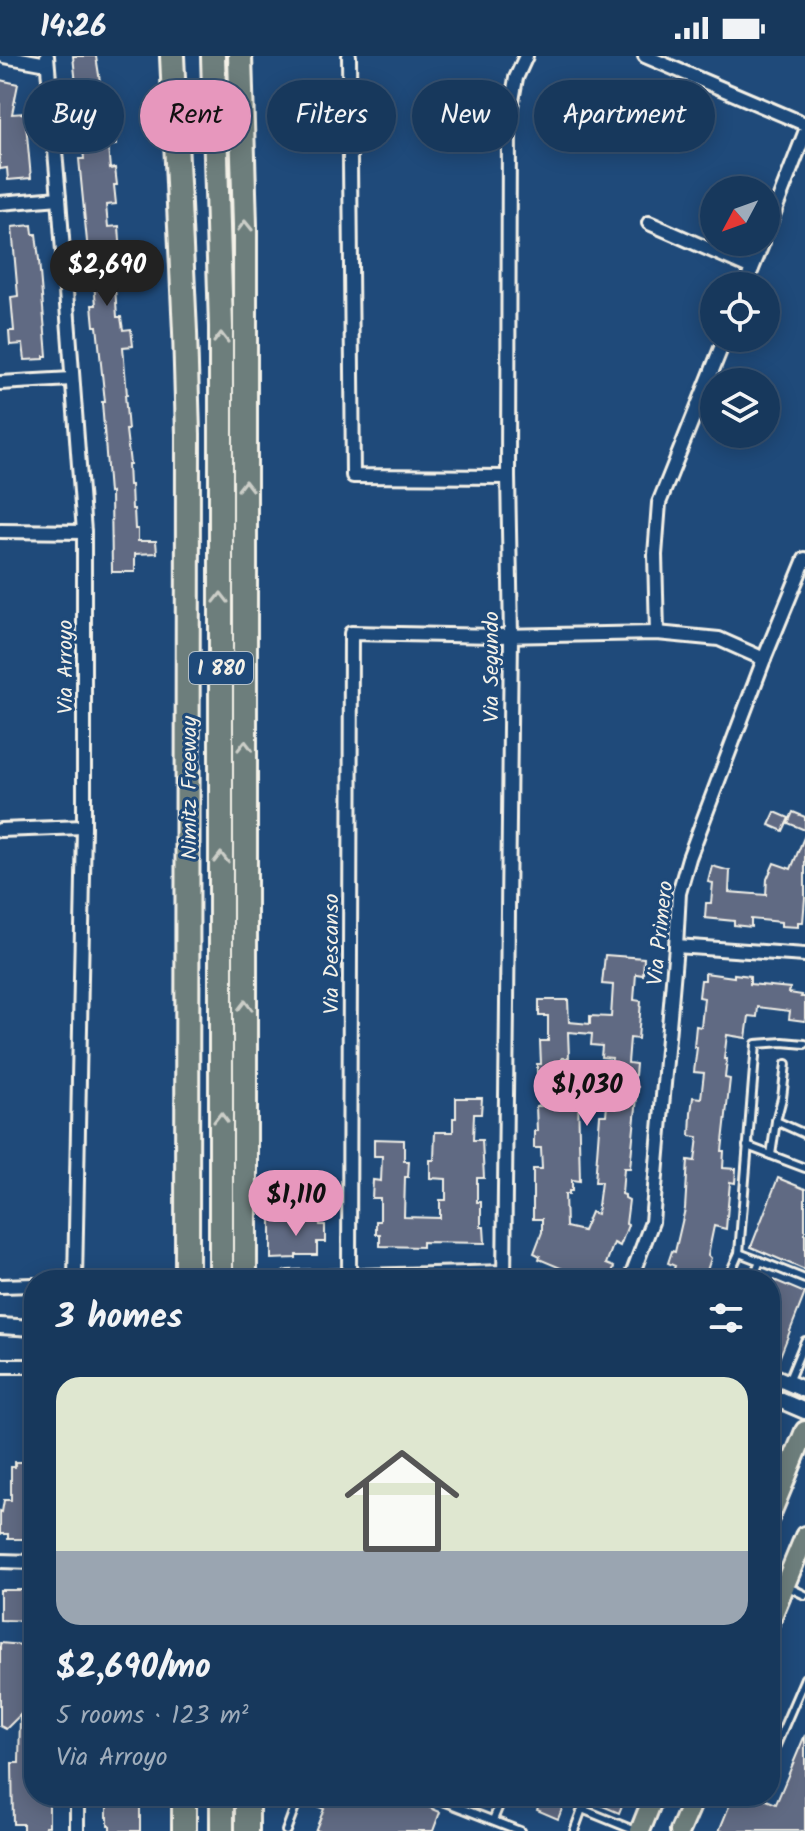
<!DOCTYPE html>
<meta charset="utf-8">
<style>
body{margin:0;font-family:Kalam,sans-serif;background:#244365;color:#f1f3f6;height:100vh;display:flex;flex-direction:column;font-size:30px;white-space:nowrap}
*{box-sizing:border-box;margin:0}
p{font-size:26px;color:#9eacbb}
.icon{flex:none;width:44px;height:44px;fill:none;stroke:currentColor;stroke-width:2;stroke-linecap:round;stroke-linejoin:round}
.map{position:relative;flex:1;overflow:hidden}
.sheet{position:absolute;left:24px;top:1214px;width:756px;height:536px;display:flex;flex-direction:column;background:#17385c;border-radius:32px;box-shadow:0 4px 20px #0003,0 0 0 2px #365272}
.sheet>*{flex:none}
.guide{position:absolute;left:24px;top:24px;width:758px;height:72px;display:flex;gap:16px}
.needle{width:52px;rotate:229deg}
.tools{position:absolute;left:700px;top:120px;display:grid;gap:16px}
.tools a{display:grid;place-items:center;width:80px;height:80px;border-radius:50%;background:#17385c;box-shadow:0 4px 20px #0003,0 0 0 2px #365272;font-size:40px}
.price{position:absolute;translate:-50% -68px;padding:0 18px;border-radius:28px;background:#e797bd;color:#111;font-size:26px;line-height:52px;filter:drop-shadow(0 2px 4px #0008)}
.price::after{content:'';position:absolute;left:50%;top:48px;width:24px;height:18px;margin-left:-12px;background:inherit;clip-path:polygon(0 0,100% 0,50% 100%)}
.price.on{background:#222;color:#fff}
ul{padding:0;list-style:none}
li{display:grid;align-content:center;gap:16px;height:424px;padding:0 32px}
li+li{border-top:2px solid #365272}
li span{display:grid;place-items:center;height:248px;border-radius:24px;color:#555}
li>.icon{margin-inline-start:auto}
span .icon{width:144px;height:144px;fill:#fffc;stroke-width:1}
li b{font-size:34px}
h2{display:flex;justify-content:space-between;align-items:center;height:96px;padding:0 32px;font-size:34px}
.chip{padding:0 28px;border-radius:36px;background:#17385c;box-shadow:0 4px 20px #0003,0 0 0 2px #365272;font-size:28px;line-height:72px}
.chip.on{background:#e797bd;color:#111}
.status{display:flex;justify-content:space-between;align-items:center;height:56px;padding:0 40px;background:#17385c;direction:ltr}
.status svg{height:22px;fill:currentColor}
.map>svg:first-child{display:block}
.building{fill:#616a83;stroke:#f4f1e8;stroke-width:2;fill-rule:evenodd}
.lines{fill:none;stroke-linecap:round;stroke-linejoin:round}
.service-casing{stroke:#f4f1e8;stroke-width:12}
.minor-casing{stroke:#f4f1e8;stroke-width:18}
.tertiary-casing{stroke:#f4f1e8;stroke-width:20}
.primary-casing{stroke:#f4f1e8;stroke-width:24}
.motorway-casing{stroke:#f4f1e8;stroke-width:28}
.service{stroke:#1f4a7a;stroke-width:6}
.minor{stroke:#1f4a7a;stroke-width:12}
.tertiary{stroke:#1f4a7a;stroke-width:14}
.primary{stroke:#6d7e7c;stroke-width:18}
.motorway{stroke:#6d7e7c;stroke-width:22}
.oneway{stroke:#cccec8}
.labels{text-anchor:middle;stroke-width:6;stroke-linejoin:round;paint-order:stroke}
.shield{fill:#1f4a7a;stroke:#b4bfc7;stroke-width:2}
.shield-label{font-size:20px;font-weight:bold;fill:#f4f1e8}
.street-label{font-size:22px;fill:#f4f1e8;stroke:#1f4a7a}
</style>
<div class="status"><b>14:26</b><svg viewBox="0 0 49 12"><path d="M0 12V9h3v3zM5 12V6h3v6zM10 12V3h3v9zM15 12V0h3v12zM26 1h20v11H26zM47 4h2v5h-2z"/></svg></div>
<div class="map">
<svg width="805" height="1775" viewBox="0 0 805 1775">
<rect width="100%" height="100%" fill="#1f4a7a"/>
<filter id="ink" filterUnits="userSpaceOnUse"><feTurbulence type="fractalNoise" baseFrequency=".0125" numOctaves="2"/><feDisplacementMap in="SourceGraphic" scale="16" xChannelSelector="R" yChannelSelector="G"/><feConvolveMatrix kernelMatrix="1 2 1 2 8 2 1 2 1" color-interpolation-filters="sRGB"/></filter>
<g filter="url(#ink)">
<g class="building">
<polygon points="73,0 96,0 107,70 114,69 116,89 108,90 110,113 115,112 117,129 114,129 116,148 106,149 108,171 119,170 121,199 113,200 117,261 121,261 123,274 131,273 133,290 123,291 127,339 125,339 128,374 126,374 130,408 128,408 129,429 131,429 132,453 134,453 135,473 138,473 138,485 156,485 157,497 135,498 135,516 112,516 111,436 109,437 102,346 105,346 97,270 94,270 92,249 96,249 94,227 91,227 79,103 84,103"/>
<polygon points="0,24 18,28 12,58 25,57 31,122 8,124 7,112 0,113"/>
<polygon points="32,169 33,178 36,178 39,204 47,300 44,300 44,303 25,304 23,288 10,289 9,275 14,275 11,241 18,240 12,171"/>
<polygon points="775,756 789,762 783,775 769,769"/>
<polygon points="793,756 805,761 805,774 788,767"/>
<polygon points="805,779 805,842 803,866 798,866 798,871 781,870 781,866 751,863 751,871 734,869 734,865 705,862 706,847 711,847 713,827 708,826 712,810 730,815 729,836 766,839 767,823 774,807 791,813"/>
<path d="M605,899l39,3 -1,17 -7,-1 -2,26 7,1 -3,38 -8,-1 -2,25 8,1 -2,23h4l-8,81h-6l-2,26 3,1v3l4,2 -3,24 2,1 -8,21 -6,-3 -8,21 8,3 -5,13h-20l-50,-21 1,-3 -6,-3 8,-21v-13h-9v-50h9l-1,-21h-7v-17h3l-1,-25h9v-25h-8v-17h4l-1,-23h8v-25h-9v-16h29l1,22 21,2v-8l21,1 2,-32 -11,-1zM568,976l24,2 -1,11 11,1 -1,11 11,1 -2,20 4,1 -3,27h-4l-1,9h-6l-5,67h6l-4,32 -6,-2 -8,19 -17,-4 -1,-33h4v-3h3v-11l8,1 -2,-88 -16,1v-36h7z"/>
<polygon points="705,917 734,921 734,918 750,920 750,928 790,932 789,937 802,939 801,941 805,941 805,965 789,963 790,955 758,951 757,961 749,960 746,982 727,979 724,1003 727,1003 725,1022 730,1023 722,1095 724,1095 723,1112 736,1113 735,1127 730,1126 726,1173 714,1170 708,1199 711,1202 704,1224 680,1224 671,1221 675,1210 668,1207 672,1195 675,1196 685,1153 688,1104 695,1105 698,1081 690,1080 691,1057 693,1041 701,1042 704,1017 694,1016 697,991 694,991 696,970 701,971 704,942 699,941 701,924 705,924"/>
<polygon points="456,1042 482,1042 481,1058 474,1058 473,1084 482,1084 484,1122 477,1122 477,1146 481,1146 481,1171 484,1171 485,1187 422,1186 422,1191 380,1190 380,1178 376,1178 376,1165 380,1165 380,1142 372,1142 373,1124 381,1125 382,1100 374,1100 374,1083 404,1084 404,1105 409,1105 408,1121 405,1121 404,1161 440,1162 440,1144 446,1144 446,1123 430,1122 430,1104 434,1104 435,1076 453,1076 453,1062 456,1062"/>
<polygon points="778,1122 805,1133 805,1214 751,1191"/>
<polygon points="271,1163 319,1163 320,1169 325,1169 325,1186 317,1186 317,1199 296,1199 296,1202 271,1203"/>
<polygon points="774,1224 805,1237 779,1303 770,1299 770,1235"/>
<polygon points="15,1406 34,1406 34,1483 8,1483 8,1478 0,1478 0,1455 2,1456 4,1444 11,1444 11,1411 15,1411"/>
<polygon points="0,1534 34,1534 34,1565 0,1564"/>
<polygon points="0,1587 34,1590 34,1741 49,1741 49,1770 45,1770 45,1775 23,1775 23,1768 13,1768 12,1707 19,1707 20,1659 6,1673 0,1670"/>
<polygon points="805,1679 805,1775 719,1775 732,1743 740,1746 742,1740 757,1740 776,1748"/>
<polygon points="107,1740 140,1740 140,1775 110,1775 110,1769 108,1769 108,1761 107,1761"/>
<polygon points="305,1740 403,1740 440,1756 433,1775 315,1775 324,1753 304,1745"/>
<polygon points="542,1740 567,1740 558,1763 537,1754"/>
<polygon points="579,1740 626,1740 619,1757"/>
</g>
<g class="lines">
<g class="service-casing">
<g id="service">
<polyline points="776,1065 782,1042 786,1008"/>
<polyline points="747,1090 805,1112"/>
<polyline points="771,1099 776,1065 805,1078"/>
<polyline points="739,1197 760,1205"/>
<polyline points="727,1224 739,1197 756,988 783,986 805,988"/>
<polyline points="752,1224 760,1205 805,1223"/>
<polyline points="788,1326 805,1285"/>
<polyline points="788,1531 805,1539"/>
<polyline points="770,1703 805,1622"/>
<polyline points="430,1740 520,1775"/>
<polyline points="493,1764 503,1740"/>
<polyline points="286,1775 299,1740"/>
<polyline points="574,1775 582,1753 636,1775"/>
</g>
</g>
<g class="minor-casing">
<g id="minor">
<polyline points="4,0 47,8"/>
<polyline points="47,0 59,142 84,476 84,771 75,1224"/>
<polyline points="349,0 353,420 508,421"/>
<polyline points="645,0 805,68"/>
<polyline points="0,147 59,142"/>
<polyline points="649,167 752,212"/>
<polyline points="766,177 805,77"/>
<polyline points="745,230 763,186"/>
<polyline points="0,327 72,323"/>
<polyline points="0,475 84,476"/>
<polyline points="657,577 655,499 659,447 725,282"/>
<polyline points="0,774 84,771"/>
<polyline points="676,890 805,899"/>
<polyline points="349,1219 351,577 496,580 657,577 719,583 764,603"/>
<polyline points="288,1224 288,1222 505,1216 522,1224"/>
<polyline points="504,1224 511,579 508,421 509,62 516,22 526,0"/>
<polyline points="630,1224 652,1166 676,890 679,837 689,802 764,603 805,503"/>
<polyline points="0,1230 34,1229"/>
<polyline points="0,1310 34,1310"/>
<polyline points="0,1505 34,1506"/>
<polyline points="77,1775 77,1740"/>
</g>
</g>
<g class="tertiary-casing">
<g id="tertiary">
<polyline points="0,1270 34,1272"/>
<polyline points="770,1321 775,1321 805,1334"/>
<polyline points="770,1340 805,1355"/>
</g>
</g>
<g class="primary-casing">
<g id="primary">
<polyline points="770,1460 805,1375"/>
<polyline points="770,1565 805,1480"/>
<polyline points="640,1775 654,1740"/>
<polyline points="680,1775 695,1740"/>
</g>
</g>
<g class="motorway-casing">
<g id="motorway">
<polyline points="172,0 185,276 188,378 187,1224"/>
<polyline points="213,0 221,271 221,1224"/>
<polyline points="240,0 245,169 245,1224"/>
<polyline points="247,1740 247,1775"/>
<polyline points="184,1775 184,1740"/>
<polyline points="222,1775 222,1740"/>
</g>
</g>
<use href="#service" class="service"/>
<use href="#minor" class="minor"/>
<use href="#tertiary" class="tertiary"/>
<use href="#primary" class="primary"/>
<use href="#motorway" class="motorway"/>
</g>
<defs><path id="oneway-chevron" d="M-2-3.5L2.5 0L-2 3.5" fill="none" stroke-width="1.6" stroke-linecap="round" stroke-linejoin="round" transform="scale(2)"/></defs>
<g class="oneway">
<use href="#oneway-chevron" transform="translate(245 170) rotate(-91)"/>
<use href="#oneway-chevron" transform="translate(221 282) rotate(-90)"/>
<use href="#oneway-chevron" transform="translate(245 430) rotate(-90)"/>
<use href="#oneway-chevron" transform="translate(221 542) rotate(-90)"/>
<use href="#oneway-chevron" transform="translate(245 690) rotate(-90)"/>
<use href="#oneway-chevron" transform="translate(221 802) rotate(-90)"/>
<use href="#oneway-chevron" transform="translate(245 950) rotate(-90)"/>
<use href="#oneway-chevron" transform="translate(221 1062) rotate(-90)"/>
</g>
</g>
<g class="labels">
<rect class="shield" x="189" y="596" width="64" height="32" rx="6"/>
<g class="shield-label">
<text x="221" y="619">I 880</text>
</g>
<g class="street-label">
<text transform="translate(64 611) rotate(-90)" y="8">Via Arroyo</text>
<text transform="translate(490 611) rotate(-90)" y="8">Via Segundo</text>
<text transform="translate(188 732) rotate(-90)" y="8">Nimitz Freeway</text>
<text transform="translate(659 877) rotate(-84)" y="8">Via Primero</text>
<text transform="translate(330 898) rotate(-90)" y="8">Via Descanso</text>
</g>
</g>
</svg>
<div class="tools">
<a><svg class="needle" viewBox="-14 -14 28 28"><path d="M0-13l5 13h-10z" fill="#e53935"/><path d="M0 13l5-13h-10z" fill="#9eacbb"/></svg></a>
<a><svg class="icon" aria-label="locate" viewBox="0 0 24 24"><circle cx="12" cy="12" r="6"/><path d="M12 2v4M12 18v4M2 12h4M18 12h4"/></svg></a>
<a><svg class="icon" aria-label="layers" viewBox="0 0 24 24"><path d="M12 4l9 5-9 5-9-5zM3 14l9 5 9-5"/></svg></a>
</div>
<b class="price on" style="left:107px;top:252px">$2,690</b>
<b class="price" style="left:587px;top:1072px">$1,030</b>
<b class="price" style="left:296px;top:1182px">$1,110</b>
<div class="guide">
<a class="chip">Buy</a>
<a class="chip on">Rent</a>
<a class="chip">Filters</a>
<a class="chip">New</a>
<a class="chip">Apartment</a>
</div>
<section class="sheet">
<h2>3 homes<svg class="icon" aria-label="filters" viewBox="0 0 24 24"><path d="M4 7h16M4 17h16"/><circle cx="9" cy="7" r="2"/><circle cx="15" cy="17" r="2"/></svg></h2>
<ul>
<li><span style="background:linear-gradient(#dfe7d0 70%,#9aa5b1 0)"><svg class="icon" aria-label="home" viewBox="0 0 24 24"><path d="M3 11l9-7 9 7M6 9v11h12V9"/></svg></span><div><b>$2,690/mo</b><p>5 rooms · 123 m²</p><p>Via Arroyo</p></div></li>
</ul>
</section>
</div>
- - - - - - -
Your answer should be a single number: the count of lines in these records that hold the string "grid".

Result for this task:
4